Shareholder agreements are a legal tool for establishing mutual relations between shareholders in a joint-stock company that are not covered by the company's articles of association or legal regulations. Shareholder agreements allow shareholders to flexibly regulate issues relating to the company, the transfer of shares, voting rights, or, for example, investing within the company. One of the frequently regulated institutions in a shareholder agreement is the right of first refusal, the purpose of which is to prevent undesirable changes in the shareholder structure. From a legal point of view, a shareholder agreement is a contractual obligation that regulates the mutual rights and obligations of shareholders and is binding on the parties to the agreement. Another important aspect of the legal nature of shareholder agreements is the issue of their confidentiality, as unlike articles of association, they are not subject to mandatory disclosure in the commercial register, i.e., publication in the collection of documents.

Negotiating preemptive rights in shareholder agreements and articles of association

If a preemptive right is created under a shareholder agreement, the shareholders must determine whether they wish to incorporate the preemptive right into the company's articles of association.

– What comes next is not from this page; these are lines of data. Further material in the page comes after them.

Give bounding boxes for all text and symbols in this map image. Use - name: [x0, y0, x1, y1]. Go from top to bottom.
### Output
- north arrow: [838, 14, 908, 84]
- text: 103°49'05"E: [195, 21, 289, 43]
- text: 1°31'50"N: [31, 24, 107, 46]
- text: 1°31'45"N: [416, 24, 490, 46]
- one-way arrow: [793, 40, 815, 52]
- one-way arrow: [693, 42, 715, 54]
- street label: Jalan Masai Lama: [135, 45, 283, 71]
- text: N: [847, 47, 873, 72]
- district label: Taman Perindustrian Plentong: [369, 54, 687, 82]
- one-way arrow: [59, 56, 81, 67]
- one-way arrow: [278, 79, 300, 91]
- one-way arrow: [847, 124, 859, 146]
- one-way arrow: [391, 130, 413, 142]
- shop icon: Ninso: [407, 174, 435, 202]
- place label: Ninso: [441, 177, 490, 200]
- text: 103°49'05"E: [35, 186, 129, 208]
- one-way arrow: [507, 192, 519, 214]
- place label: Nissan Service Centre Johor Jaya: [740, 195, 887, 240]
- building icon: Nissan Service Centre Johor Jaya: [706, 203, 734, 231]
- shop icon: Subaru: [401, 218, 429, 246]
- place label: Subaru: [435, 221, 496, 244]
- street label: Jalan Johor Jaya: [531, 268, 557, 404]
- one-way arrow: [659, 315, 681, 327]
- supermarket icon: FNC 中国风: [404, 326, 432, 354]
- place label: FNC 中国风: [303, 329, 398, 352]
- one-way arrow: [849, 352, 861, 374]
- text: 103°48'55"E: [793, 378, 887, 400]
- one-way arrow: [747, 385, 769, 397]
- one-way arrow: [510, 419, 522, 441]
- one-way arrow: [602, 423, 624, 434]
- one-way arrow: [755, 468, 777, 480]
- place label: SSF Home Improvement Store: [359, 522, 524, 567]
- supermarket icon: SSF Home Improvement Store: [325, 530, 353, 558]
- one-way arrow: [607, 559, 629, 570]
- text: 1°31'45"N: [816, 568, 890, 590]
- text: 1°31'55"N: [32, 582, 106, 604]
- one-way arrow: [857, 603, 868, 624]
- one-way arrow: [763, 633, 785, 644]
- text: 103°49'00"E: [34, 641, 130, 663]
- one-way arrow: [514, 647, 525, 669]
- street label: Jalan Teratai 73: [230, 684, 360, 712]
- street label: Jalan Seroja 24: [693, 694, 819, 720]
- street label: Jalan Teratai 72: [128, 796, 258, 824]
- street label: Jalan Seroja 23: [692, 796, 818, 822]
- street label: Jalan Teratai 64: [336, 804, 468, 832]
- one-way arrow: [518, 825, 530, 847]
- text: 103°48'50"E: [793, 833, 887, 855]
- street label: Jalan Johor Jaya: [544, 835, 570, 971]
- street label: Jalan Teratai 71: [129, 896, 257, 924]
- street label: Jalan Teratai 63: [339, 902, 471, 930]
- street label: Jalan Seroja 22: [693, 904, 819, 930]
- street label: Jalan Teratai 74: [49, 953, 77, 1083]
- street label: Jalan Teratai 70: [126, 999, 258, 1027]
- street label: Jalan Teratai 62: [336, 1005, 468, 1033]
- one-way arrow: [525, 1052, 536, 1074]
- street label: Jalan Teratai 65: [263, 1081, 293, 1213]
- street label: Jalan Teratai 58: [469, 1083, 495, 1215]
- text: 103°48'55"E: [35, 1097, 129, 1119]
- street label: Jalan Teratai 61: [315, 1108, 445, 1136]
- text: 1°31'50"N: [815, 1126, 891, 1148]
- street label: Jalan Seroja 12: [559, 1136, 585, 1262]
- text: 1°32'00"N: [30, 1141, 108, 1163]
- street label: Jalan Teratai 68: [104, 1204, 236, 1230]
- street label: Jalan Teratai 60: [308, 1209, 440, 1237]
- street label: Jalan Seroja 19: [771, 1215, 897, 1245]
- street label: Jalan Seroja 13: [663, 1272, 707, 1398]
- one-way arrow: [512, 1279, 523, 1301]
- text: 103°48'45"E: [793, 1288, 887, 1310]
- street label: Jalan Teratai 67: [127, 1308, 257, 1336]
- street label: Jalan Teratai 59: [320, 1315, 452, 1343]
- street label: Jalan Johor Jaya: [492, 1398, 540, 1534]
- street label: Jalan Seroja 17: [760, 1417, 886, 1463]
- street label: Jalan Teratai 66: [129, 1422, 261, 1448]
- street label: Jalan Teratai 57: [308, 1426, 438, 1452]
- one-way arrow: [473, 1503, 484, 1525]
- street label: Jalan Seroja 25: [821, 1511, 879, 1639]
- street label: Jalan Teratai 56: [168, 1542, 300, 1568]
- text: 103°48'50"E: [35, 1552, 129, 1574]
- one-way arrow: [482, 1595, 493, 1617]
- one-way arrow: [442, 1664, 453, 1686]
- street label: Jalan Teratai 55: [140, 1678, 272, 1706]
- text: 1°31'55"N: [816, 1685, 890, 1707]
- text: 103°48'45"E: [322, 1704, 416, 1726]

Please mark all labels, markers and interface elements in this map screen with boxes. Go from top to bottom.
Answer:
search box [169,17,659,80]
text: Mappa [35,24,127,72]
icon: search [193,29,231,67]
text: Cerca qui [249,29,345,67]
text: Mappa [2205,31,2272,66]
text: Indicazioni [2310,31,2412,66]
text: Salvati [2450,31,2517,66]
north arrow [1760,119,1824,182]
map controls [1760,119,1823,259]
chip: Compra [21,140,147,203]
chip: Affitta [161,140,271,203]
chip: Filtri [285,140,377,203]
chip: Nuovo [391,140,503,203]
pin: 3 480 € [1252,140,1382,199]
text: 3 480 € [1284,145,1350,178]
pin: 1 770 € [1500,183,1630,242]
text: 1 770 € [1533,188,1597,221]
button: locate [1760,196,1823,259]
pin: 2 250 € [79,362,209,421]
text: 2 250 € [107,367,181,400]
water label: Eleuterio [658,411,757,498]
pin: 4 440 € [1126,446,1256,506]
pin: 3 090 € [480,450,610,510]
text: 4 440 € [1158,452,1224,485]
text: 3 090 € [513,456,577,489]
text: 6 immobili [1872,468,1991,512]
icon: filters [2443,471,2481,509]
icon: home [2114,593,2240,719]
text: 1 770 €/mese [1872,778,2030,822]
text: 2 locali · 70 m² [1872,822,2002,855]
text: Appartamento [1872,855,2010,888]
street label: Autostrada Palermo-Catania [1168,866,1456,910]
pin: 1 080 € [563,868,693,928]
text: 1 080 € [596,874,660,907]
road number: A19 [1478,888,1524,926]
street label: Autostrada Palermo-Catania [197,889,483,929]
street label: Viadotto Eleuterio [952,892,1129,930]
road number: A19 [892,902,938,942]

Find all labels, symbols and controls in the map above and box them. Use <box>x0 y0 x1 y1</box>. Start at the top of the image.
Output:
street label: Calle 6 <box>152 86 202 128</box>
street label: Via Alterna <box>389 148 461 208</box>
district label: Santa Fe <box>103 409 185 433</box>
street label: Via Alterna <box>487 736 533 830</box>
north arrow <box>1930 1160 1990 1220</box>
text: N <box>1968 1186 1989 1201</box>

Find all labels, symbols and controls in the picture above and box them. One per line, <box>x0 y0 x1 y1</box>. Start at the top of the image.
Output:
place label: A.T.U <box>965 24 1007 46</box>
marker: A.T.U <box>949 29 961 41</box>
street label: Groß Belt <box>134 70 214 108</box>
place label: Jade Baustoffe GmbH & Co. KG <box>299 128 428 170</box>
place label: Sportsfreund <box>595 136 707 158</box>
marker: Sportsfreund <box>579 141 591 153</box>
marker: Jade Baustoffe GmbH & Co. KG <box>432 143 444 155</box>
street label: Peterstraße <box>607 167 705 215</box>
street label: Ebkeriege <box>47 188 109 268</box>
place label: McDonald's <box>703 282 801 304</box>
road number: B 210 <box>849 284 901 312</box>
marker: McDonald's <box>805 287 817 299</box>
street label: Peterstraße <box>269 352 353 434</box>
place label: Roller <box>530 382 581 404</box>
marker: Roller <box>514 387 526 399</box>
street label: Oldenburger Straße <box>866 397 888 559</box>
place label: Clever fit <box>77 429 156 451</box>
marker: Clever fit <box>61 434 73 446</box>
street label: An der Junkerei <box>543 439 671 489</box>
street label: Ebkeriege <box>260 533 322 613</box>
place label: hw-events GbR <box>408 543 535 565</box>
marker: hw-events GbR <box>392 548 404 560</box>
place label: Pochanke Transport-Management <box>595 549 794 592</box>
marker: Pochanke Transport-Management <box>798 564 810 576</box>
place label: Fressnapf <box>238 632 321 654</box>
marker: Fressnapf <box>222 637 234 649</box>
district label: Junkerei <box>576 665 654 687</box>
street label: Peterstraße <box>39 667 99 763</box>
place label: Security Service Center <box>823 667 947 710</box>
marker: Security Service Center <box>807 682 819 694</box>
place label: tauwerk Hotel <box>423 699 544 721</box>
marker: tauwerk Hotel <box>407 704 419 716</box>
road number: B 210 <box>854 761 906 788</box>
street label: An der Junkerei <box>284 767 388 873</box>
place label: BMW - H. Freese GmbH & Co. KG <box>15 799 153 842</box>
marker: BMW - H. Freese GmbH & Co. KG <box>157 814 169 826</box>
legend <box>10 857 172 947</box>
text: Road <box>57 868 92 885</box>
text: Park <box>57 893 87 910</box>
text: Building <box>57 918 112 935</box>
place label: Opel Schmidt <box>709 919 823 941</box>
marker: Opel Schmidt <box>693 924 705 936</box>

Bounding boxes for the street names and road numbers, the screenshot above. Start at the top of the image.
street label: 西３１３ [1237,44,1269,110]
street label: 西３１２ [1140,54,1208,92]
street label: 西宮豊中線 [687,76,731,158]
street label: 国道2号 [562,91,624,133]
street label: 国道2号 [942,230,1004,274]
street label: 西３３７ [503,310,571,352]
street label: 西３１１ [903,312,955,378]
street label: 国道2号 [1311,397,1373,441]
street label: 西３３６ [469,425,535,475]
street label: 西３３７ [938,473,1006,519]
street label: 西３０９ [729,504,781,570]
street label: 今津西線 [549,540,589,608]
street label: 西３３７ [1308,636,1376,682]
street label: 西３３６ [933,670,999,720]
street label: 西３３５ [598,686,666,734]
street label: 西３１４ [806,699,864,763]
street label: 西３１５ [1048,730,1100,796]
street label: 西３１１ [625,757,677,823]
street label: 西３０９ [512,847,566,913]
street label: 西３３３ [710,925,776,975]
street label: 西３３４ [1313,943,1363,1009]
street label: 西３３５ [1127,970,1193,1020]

We generally recommend incorporating the preemptive right into the articles of association, because in such a case, the preemptive right will be visible to third parties, but we will achieve that in the event of a transfer of shares, the transfer will be invalid.

From 2021, it will no longer be possible to establish a pre-emptive right to shares as a right in rem and register it in the Commercial Register, as Section 32(5) of Act No. 90/2012 Coll., on Commercial Companies and Cooperatives (the "Business Corporations Act") stipulates that: "The provisions of the Civil Code on the establishment and creation of a lien on a share in a corporation shall apply mutatis mutandis to the establishment and creation of a right in rem other than a lien on a share in a commercial corporation that is not represented by a security or book-entry security."